YOUR INSTRUCTIONS - The full set of records below is to be reproduced without a single alteration.

====== DATA EXTRACTS ======

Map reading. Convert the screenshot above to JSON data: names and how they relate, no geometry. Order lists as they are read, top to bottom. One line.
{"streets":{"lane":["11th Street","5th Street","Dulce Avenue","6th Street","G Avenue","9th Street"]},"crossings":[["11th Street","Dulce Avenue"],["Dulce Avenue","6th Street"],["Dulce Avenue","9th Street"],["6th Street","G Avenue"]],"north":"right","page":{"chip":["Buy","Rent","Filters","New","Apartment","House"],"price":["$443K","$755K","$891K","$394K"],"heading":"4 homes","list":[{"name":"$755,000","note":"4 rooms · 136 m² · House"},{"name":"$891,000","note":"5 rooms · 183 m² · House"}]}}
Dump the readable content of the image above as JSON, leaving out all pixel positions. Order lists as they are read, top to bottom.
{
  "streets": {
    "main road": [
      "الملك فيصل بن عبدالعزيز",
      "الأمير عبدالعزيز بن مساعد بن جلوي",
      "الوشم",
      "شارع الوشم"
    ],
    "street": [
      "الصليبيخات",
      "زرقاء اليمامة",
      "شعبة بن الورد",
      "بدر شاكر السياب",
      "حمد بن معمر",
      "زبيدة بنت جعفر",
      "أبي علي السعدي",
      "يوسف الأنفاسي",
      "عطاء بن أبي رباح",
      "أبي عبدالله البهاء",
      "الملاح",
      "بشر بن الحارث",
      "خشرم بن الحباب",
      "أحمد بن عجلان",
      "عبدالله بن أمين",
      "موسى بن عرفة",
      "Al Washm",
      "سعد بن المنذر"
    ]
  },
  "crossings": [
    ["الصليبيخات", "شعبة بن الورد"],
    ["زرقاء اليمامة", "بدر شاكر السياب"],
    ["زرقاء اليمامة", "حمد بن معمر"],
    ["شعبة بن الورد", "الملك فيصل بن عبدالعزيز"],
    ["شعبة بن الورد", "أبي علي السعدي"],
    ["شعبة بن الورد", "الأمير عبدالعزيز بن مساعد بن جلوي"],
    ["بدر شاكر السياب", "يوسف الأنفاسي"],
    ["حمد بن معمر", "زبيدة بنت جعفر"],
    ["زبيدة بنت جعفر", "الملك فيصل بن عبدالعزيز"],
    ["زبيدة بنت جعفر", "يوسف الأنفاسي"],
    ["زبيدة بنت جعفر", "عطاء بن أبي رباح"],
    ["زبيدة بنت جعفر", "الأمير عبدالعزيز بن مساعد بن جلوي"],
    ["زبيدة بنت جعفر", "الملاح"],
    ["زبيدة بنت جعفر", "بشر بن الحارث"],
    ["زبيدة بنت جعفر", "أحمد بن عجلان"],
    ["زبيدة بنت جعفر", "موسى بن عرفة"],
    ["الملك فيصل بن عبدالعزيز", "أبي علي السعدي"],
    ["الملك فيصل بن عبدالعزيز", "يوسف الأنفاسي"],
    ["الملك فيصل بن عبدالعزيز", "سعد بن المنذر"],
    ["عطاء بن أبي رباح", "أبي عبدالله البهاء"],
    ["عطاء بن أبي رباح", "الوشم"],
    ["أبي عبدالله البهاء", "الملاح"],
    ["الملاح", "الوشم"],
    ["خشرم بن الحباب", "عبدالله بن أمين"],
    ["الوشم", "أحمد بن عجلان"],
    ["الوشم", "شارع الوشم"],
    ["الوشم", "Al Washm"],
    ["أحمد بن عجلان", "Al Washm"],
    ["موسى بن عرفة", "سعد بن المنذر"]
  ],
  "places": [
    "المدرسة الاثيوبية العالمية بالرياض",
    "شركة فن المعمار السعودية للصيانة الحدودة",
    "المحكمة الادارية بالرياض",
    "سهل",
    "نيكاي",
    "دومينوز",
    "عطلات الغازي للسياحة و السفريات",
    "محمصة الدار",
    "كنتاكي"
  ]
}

======

SOLUTION TO THE PROBLEM -
Map reading. Convert the screenshot above to JSON data: names and how they relate, no geometry. Order lists as they are read, top to bottom. One line.
{"streets":{"lane":["11th Street","5th Street","Dulce Avenue","6th Street","G Avenue","9th Street"]},"crossings":[["11th Street","Dulce Avenue"],["Dulce Avenue","6th Street"],["Dulce Avenue","9th Street"],["6th Street","G Avenue"]],"north":"right","page":{"chip":["Buy","Rent","Filters","New","Apartment","House"],"price":["$443K","$755K","$891K","$394K"],"heading":"4 homes","list":[{"name":"$755,000","note":"4 rooms · 136 m² · House"},{"name":"$891,000","note":"5 rooms · 183 m² · House"}]}}
Dump the readable content of the image above as JSON, leaving out all pixel positions. Order lists as they are read, top to bottom.
{
  "streets": {
    "main road": [
      "الملك فيصل بن عبدالعزيز",
      "الأمير عبدالعزيز بن مساعد بن جلوي",
      "الوشم",
      "شارع الوشم"
    ],
    "street": [
      "الصليبيخات",
      "زرقاء اليمامة",
      "شعبة بن الورد",
      "بدر شاكر السياب",
      "حمد بن معمر",
      "زبيدة بنت جعفر",
      "أبي علي السعدي",
      "يوسف الأنفاسي",
      "عطاء بن أبي رباح",
      "أبي عبدالله البهاء",
      "الملاح",
      "بشر بن الحارث",
      "خشرم بن الحباب",
      "أحمد بن عجلان",
      "عبدالله بن أمين",
      "موسى بن عرفة",
      "Al Washm",
      "سعد بن المنذر"
    ]
  },
  "crossings": [
    ["الصليبيخات", "شعبة بن الورد"],
    ["زرقاء اليمامة", "بدر شاكر السياب"],
    ["زرقاء اليمامة", "حمد بن معمر"],
    ["شعبة بن الورد", "الملك فيصل بن عبدالعزيز"],
    ["شعبة بن الورد", "أبي علي السعدي"],
    ["شعبة بن الورد", "الأمير عبدالعزيز بن مساعد بن جلوي"],
    ["بدر شاكر السياب", "يوسف الأنفاسي"],
    ["حمد بن معمر", "زبيدة بنت جعفر"],
    ["زبيدة بنت جعفر", "الملك فيصل بن عبدالعزيز"],
    ["زبيدة بنت جعفر", "يوسف الأنفاسي"],
    ["زبيدة بنت جعفر", "عطاء بن أبي رباح"],
    ["زبيدة بنت جعفر", "الأمير عبدالعزيز بن مساعد بن جلوي"],
    ["زبيدة بنت جعفر", "الملاح"],
    ["زبيدة بنت جعفر", "بشر بن الحارث"],
    ["زبيدة بنت جعفر", "أحمد بن عجلان"],
    ["زبيدة بنت جعفر", "موسى بن عرفة"],
    ["الملك فيصل بن عبدالعزيز", "أبي علي السعدي"],
    ["الملك فيصل بن عبدالعزيز", "يوسف الأنفاسي"],
    ["الملك فيصل بن عبدالعزيز", "سعد بن المنذر"],
    ["عطاء بن أبي رباح", "أبي عبدالله البهاء"],
    ["عطاء بن أبي رباح", "الوشم"],
    ["أبي عبدالله البهاء", "الملاح"],
    ["الملاح", "الوشم"],
    ["خشرم بن الحباب", "عبدالله بن أمين"],
    ["الوشم", "أحمد بن عجلان"],
    ["الوشم", "شارع الوشم"],
    ["الوشم", "Al Washm"],
    ["أحمد بن عجلان", "Al Washm"],
    ["موسى بن عرفة", "سعد بن المنذر"]
  ],
  "places": [
    "المدرسة الاثيوبية العالمية بالرياض",
    "شركة فن المعمار السعودية للصيانة الحدودة",
    "المحكمة الادارية بالرياض",
    "سهل",
    "نيكاي",
    "دومينوز",
    "عطلات الغازي للسياحة و السفريات",
    "محمصة الدار",
    "كنتاكي"
  ]
}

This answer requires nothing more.